Now I have to do some work in CAD to see what I can all fit into that poor wingtip. From the looks of it, I think there is a fair chance to get the S2 in either a horizontal or vertical orientation into the tip alongside the skinny FlyLEDs board. (I don't actually know that I am just going off of someones previous photo of a Squadron Pro inside a wingtip)

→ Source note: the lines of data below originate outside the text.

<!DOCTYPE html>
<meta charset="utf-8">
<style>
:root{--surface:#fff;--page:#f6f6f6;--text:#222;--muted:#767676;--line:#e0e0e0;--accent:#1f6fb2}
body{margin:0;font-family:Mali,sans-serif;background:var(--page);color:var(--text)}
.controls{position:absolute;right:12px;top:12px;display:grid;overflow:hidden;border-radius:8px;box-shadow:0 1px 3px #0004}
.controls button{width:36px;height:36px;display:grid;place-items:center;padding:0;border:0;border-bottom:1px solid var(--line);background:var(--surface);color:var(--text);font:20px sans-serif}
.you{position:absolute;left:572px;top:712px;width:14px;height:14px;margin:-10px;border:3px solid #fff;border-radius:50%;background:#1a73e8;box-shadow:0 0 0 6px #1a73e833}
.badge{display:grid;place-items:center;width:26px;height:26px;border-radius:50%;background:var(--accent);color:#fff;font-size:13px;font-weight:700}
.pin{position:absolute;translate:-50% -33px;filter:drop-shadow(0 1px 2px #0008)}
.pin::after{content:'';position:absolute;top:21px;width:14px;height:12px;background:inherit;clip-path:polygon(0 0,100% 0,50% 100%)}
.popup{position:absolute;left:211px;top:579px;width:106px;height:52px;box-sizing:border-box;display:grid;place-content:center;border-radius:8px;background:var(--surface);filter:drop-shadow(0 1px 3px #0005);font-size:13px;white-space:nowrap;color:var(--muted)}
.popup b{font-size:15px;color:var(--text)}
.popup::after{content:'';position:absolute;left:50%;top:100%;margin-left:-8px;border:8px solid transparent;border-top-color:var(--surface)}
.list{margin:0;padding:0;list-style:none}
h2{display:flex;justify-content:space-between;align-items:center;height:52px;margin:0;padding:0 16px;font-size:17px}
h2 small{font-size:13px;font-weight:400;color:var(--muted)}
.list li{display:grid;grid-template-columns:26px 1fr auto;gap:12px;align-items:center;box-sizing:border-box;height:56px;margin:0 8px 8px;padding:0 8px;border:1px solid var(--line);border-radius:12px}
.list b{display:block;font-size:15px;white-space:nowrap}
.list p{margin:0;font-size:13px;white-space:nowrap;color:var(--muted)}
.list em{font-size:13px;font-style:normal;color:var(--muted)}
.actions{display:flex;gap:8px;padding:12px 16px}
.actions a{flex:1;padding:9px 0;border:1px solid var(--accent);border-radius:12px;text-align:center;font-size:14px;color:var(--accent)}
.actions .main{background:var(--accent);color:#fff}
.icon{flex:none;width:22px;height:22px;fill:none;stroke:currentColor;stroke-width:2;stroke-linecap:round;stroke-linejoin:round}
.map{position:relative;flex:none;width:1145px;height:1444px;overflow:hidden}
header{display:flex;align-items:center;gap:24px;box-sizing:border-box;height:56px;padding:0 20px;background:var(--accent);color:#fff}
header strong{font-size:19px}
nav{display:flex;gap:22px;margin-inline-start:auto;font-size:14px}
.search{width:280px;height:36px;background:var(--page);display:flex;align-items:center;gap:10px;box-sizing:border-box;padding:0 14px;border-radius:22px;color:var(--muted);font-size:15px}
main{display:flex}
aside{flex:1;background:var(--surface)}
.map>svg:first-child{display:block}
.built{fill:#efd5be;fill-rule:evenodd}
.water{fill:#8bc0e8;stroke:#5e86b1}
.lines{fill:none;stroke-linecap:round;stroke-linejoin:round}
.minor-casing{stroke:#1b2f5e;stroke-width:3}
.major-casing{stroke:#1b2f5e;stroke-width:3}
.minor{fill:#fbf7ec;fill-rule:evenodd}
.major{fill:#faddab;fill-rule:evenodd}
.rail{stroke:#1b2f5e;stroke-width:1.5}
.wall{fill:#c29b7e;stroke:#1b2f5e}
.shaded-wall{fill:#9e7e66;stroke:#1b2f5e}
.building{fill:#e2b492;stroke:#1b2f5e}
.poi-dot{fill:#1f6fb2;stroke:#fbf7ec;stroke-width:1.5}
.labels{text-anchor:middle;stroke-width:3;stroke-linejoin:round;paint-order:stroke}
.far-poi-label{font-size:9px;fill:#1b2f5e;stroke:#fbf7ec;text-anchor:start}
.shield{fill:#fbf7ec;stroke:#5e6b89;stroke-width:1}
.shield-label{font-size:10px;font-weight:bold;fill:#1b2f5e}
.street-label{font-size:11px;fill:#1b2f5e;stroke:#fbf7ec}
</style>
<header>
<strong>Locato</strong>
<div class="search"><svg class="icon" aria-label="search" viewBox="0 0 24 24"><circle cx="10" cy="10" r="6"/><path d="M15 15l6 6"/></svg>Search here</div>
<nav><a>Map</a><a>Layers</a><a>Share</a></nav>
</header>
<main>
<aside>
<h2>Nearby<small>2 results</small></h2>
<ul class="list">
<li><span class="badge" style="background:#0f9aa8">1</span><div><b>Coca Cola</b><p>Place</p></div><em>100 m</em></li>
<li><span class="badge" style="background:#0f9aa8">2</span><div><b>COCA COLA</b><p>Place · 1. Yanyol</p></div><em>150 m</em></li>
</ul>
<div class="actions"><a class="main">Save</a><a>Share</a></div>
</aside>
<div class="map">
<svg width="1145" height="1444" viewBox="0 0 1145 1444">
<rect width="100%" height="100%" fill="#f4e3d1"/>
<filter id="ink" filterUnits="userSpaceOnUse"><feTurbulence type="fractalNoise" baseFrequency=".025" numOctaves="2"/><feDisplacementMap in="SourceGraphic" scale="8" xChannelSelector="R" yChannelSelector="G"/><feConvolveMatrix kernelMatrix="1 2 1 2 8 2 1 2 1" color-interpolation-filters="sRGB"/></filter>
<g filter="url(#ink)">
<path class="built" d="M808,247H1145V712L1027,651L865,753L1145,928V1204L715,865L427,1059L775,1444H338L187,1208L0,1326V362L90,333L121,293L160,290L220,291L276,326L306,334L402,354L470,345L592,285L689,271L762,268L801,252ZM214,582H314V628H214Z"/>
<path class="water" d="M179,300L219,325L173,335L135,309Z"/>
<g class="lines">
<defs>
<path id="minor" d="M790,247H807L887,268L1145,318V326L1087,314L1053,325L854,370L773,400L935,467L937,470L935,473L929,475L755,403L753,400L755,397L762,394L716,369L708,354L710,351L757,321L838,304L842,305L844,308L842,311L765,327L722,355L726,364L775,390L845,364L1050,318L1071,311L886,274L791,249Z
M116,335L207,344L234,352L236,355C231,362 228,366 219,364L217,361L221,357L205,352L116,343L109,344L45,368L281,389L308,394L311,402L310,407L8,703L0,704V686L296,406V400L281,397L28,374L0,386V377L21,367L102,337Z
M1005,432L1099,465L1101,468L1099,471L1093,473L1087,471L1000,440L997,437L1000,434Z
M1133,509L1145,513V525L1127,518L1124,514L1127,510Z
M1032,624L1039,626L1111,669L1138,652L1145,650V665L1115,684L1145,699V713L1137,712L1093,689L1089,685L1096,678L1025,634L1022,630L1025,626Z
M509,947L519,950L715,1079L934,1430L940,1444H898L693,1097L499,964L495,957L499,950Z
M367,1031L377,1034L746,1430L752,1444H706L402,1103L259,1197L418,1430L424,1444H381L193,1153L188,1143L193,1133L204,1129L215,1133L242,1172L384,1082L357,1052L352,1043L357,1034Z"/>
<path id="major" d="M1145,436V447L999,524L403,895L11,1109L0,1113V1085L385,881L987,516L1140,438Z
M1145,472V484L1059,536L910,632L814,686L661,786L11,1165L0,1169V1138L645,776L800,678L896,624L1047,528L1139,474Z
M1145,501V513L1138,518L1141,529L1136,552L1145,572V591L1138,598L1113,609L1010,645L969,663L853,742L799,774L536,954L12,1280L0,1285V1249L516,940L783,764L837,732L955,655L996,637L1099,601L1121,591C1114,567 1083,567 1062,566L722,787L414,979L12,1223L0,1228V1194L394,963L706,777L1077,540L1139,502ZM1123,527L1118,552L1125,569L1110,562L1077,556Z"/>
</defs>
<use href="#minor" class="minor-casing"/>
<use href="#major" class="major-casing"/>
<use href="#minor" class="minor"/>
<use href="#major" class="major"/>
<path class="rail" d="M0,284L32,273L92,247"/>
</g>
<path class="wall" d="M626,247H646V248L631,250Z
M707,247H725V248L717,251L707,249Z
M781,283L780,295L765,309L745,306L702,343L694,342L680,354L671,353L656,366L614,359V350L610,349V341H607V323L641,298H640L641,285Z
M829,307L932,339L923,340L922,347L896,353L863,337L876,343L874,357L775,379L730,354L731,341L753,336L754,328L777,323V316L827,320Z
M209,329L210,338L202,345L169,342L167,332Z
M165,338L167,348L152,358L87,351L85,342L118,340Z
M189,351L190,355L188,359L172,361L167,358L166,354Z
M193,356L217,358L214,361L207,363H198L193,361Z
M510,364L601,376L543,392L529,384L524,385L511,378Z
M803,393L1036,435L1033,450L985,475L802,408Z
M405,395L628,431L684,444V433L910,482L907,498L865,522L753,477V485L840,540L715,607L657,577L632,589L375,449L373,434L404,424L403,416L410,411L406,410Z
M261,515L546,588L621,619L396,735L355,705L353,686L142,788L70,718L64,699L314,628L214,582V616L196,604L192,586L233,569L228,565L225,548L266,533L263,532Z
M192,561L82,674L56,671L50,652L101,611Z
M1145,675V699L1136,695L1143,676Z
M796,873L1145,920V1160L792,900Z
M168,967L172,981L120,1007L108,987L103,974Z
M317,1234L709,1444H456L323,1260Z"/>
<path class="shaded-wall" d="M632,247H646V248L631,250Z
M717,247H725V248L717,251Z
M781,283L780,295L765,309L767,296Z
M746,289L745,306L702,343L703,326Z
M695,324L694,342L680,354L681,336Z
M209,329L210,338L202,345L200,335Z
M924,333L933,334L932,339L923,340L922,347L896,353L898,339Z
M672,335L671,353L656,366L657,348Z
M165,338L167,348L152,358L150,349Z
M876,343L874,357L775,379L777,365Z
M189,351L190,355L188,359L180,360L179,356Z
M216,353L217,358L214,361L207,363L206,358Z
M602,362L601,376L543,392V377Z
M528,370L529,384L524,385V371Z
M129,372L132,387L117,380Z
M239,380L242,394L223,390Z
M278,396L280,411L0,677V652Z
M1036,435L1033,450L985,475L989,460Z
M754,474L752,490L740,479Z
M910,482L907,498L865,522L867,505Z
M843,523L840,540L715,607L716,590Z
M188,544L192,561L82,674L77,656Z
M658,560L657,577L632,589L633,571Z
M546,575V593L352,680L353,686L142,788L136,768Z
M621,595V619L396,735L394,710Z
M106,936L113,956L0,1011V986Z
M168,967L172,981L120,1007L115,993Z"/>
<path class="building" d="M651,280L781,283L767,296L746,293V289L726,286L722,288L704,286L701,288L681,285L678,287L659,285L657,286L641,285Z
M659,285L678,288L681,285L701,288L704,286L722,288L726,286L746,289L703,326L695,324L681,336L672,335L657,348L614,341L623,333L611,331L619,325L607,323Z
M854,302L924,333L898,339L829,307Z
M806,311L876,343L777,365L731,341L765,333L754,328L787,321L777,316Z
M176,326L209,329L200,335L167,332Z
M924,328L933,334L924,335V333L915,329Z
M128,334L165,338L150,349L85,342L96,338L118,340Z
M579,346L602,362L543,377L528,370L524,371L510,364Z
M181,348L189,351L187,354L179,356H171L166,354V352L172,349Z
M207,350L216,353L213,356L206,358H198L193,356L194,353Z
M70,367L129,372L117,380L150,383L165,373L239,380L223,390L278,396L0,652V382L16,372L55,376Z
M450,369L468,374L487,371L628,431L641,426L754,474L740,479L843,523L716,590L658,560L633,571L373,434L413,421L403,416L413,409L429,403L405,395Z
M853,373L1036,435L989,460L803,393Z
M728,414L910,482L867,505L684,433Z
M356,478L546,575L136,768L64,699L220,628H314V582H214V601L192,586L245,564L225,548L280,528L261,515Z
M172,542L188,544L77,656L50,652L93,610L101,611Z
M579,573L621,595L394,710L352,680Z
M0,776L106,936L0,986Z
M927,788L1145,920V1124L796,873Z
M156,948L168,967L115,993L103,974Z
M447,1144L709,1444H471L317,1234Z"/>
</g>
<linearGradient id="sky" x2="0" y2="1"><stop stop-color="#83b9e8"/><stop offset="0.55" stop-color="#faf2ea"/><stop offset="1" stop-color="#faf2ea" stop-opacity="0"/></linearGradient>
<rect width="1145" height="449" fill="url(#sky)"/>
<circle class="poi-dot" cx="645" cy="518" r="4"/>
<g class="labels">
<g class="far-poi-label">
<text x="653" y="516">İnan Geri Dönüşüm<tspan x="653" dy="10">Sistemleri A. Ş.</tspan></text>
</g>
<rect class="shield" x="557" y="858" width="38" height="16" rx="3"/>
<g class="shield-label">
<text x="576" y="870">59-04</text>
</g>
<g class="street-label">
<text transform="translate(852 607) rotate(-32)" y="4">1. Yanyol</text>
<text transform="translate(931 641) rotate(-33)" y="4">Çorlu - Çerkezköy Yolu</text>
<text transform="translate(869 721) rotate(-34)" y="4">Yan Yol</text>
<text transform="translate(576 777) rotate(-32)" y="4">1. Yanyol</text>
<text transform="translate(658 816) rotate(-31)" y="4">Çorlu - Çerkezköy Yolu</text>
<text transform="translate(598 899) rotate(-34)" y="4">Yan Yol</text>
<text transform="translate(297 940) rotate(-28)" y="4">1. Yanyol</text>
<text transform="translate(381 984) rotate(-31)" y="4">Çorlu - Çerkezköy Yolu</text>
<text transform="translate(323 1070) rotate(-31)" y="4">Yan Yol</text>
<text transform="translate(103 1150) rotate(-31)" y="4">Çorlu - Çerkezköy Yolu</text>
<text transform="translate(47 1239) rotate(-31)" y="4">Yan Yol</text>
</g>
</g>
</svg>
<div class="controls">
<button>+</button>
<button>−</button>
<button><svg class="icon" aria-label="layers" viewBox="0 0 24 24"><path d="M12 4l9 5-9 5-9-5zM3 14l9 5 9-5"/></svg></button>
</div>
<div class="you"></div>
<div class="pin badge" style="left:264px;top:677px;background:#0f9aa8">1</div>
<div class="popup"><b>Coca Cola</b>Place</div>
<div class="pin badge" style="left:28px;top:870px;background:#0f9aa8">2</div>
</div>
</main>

I will obviously have make some brackets and probably cut away some of the existing bracketry, but this looks promising. Here are the S2 Pro dimensions:

The cool thing about this approach is that if I put lights in both of the wingtips I should be able to select and position the beams to provide both great taxi as well as landing lights. The S2 has many lens options:

I drew this up in Solidworks to get a rough proof of concept in terms of size and fitment. I don't have the exact parabola of the wingtip modeled correctly (I was lazy), but for a rough size this is pretty close. The FlyLEDs "skinny" board is supposed to be 1 inch wide. The wingtip gives me enough room to put a plate that is 6 inches tall at the tallest point and 4.5 inches wide. I haven't measured it but I think the curvature of the wingtip is a little more slim than I modeled. However, with these rough dimensions it appears that the S2 will fit into the wingtip plate in both the horizontal and vertical orientations. That would give me forward facing strobes from the FlyLeds board, a "racer" series landing light that would give great distance, and a shorter wider beam illuminating the nearby taxi and runway. That is the theory at least.



With the sizing looking like its going to work I think it is time to order some components to see if the theory will hold up. Worst case I have some small LED lights for my wife's jeep.